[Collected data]
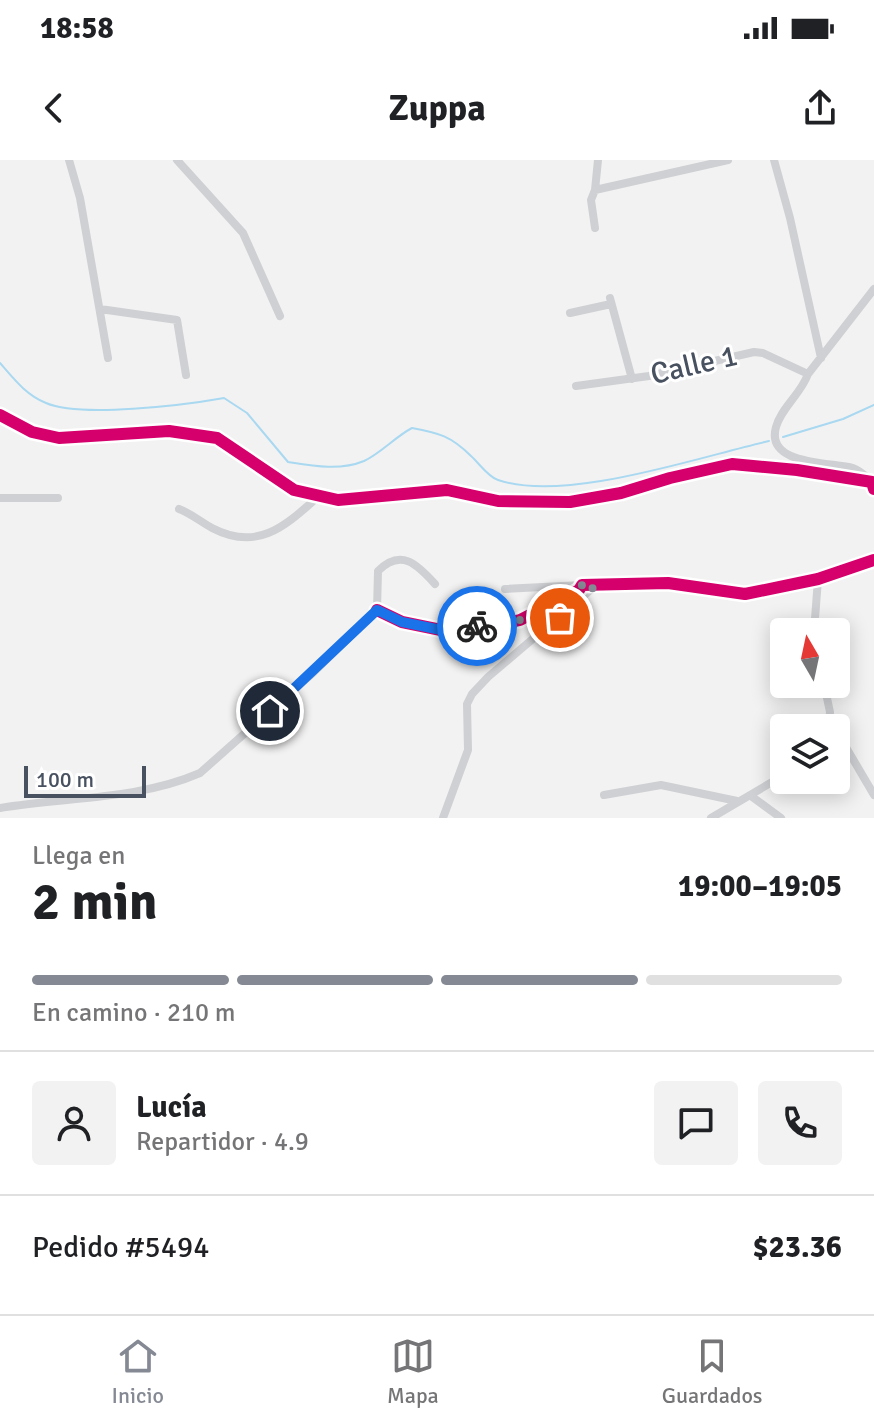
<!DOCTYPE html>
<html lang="es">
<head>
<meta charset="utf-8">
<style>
  :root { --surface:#fff; --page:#f2f2f2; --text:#202124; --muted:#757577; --line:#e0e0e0; --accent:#848993 }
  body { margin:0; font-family:Signika,sans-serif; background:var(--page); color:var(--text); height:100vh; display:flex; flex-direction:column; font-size:30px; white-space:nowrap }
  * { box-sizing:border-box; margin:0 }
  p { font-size:26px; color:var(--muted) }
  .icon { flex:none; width:44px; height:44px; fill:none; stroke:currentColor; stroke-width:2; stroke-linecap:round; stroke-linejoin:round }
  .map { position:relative; height:658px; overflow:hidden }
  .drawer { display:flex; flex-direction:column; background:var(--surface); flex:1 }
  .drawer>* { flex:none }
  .needle { width:52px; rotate:351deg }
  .fabs { position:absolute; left:770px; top:458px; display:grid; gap:16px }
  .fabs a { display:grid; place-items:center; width:80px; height:80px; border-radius:8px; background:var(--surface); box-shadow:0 4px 20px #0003; font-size:40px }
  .scale { position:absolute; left:24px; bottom:20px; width:122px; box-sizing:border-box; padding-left:8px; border:4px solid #485160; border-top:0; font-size:22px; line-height:28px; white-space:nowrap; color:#485160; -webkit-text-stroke:6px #fff; paint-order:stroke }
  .pin { position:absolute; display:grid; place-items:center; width:68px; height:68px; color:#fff; margin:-34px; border:4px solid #fff; border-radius:50%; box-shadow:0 2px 8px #0007 }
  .courier { position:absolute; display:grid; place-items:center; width:80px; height:80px; margin:-40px; border:6px solid #1a73e8; border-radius:50%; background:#fff; color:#222; box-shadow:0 2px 10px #0007 }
  .head em { font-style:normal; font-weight:700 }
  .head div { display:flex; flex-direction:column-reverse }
  .head { display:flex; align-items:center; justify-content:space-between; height:136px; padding:0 32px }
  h1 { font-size:52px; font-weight:700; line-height:60px }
  .bar { display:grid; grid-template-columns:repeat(4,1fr); gap:12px 8px; align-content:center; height:96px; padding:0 32px }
  .bar i { height:10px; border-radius:6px; background:var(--line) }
  .bar .current { background:var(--accent) }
  .bar p { grid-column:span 4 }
  .line { display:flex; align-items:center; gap:20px; padding:0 32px; border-top:2px solid var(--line) }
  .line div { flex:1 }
  .round { display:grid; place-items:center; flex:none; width:84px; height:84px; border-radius:8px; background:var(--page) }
  .status { display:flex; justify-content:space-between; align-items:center; height:56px; padding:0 40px; background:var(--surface); direction:ltr }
  .status svg { height:22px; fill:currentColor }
  header { display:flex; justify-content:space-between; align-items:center; height:104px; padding:0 32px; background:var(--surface); font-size:36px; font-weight:700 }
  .tab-bar { display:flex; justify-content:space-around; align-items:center; height:112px; border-top:2px solid var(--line); background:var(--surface); font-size:22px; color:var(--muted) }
  .tab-bar a { display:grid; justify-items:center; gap:4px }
  .tab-bar .current { color:var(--accent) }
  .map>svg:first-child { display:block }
</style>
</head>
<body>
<div class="status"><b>18:58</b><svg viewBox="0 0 49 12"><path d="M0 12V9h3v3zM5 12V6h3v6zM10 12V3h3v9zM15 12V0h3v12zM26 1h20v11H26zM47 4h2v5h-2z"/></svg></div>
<header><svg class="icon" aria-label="back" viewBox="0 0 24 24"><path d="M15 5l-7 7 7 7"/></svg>Zuppa<svg class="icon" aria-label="share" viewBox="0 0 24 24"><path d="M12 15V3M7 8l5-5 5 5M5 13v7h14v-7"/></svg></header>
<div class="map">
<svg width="874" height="658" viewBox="0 0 874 658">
  <rect width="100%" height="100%" fill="#f3f2f2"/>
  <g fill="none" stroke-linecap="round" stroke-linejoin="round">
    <!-- stream -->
    <path stroke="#a9d8f1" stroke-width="2" d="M 0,203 C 14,219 26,235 46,243 C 80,258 185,245 224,238 L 247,253 L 288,302 C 313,306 340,311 364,301 C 381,293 395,277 412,268 C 439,273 451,276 471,296 C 479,303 488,317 498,320 C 566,343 698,297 769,281
      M 783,277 L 843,259 L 874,245"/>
    <!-- minor -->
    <path stroke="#ced0d3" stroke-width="8" d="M 69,0 L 80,38 L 108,198
      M 177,0 L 243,73 L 280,156
      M 774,0 L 790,58 L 821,198
      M 595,30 L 598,0
      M 595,68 L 591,40 L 595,30 L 728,0
      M 610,138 L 632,219
      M 100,149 L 177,160 L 186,215
      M 570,153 L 611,144
      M 576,226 L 649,216 L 754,192 L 763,193 L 808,214
      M 0,255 L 32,272 L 59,278 L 169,271 L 217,278 L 294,330 L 338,340 L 447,330 L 498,341 L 570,342 L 621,333 L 670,318 L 732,304 L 797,310 L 872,322 L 874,329
      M 873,323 C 867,318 862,311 853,308 C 832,302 765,306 776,267 C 781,248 801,234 808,214 L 874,129
      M 0,338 L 58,338
      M 179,349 C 192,354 201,362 212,368 C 258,392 285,366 318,337
      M 505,429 L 582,425
      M 377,450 L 402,462 L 441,470 L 492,466 L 520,460 L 579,430 L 582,425 L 668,423 L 745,434 L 818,419 L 874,400
      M 377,450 L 378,411 C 401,388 417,404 435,424
      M 814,472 L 818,419
      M 824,524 L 830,552 L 829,568
      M 836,578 L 847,589 L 874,635
      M 604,635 L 661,625 L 737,641
      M 751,636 L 781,658
      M 0,648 C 66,637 138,640 200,613 L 314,512 L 377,450
      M 443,658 L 468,590 L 467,544 L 472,534 L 488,517 L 594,427
      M 711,658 L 784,615"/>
    <defs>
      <path id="cycleway" d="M 0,255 L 32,272 L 59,278 L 169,271 L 217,278 L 294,330 L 338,340 L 447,330 L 498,341 L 570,342 L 621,333 L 670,318 L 732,304 L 797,310 L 872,322 L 874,329
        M 377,450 L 402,462 L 441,470 L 492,466 L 520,460 L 579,430 L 582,425 L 668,423 L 745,434 L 818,419 L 874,400"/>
    </defs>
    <!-- cycleway casing -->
    <use href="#cycleway" stroke="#fff" stroke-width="17"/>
    <!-- cycleway -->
    <use href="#cycleway" stroke="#d6006c" stroke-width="12"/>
  </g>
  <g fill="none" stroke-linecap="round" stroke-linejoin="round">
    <!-- done -->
    <path stroke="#848993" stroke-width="8" stroke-dasharray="0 14.4" d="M 477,466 L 520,460 L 579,430 L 582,425 L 594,427 L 560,458"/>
    <!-- route -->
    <path stroke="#1a73e8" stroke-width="10" d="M 270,551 L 377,450 L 402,462 L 441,470 L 477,466"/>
  </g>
  <g text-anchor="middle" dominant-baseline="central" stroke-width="6" stroke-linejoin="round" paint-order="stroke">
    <!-- street labels -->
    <g font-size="30" fill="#485160" stroke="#fff">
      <text transform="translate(694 205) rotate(-13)">Calle 1</text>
    </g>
  </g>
</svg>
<div class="fabs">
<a><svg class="needle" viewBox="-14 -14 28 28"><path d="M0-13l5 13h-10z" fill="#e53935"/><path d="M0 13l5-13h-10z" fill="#757577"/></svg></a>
<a><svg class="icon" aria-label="layers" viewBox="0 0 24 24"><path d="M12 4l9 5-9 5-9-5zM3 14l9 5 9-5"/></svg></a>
</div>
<div class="scale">100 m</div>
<div class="pin" style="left:560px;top:458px;background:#ea580c"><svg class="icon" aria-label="bag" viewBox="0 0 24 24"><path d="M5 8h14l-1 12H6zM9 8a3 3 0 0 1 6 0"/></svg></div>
<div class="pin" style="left:270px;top:551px;background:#1f2937"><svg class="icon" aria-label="home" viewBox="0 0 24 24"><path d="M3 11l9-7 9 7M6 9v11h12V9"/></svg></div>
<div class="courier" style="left:477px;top:466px"><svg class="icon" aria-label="bike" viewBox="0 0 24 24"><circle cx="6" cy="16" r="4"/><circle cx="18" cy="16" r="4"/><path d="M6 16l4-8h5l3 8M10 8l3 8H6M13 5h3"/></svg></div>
</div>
<section class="drawer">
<div class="head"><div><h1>2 min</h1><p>Llega en</p></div><em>19:00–19:05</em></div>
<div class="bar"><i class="current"></i><i class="current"></i><i class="current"></i><i></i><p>En camino · 210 m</p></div>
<div class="line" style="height:144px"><a class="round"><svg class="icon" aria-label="person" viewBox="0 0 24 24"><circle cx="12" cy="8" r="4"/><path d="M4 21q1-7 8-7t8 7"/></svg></a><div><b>Lucía</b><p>Repartidor · 4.9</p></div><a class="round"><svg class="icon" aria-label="chat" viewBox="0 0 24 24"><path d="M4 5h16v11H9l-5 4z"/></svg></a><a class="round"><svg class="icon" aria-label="phone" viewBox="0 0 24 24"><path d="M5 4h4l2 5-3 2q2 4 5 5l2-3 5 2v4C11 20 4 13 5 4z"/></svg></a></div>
<div class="line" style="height:104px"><div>Pedido #5494</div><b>$23.36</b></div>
</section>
<nav class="tab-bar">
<a class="current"><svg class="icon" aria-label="home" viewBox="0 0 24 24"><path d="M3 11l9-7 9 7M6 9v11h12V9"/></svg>Inicio</a>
<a><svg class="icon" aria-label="map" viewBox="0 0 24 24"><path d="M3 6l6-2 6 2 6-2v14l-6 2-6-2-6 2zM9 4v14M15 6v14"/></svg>Mapa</a>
<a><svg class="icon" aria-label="saved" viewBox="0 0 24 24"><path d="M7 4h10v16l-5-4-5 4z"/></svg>Guardados</a>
</nav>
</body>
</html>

Description of the task: Find how many lines of the entries contain "fabs". Respond with the number only.

Response for this exercise: 3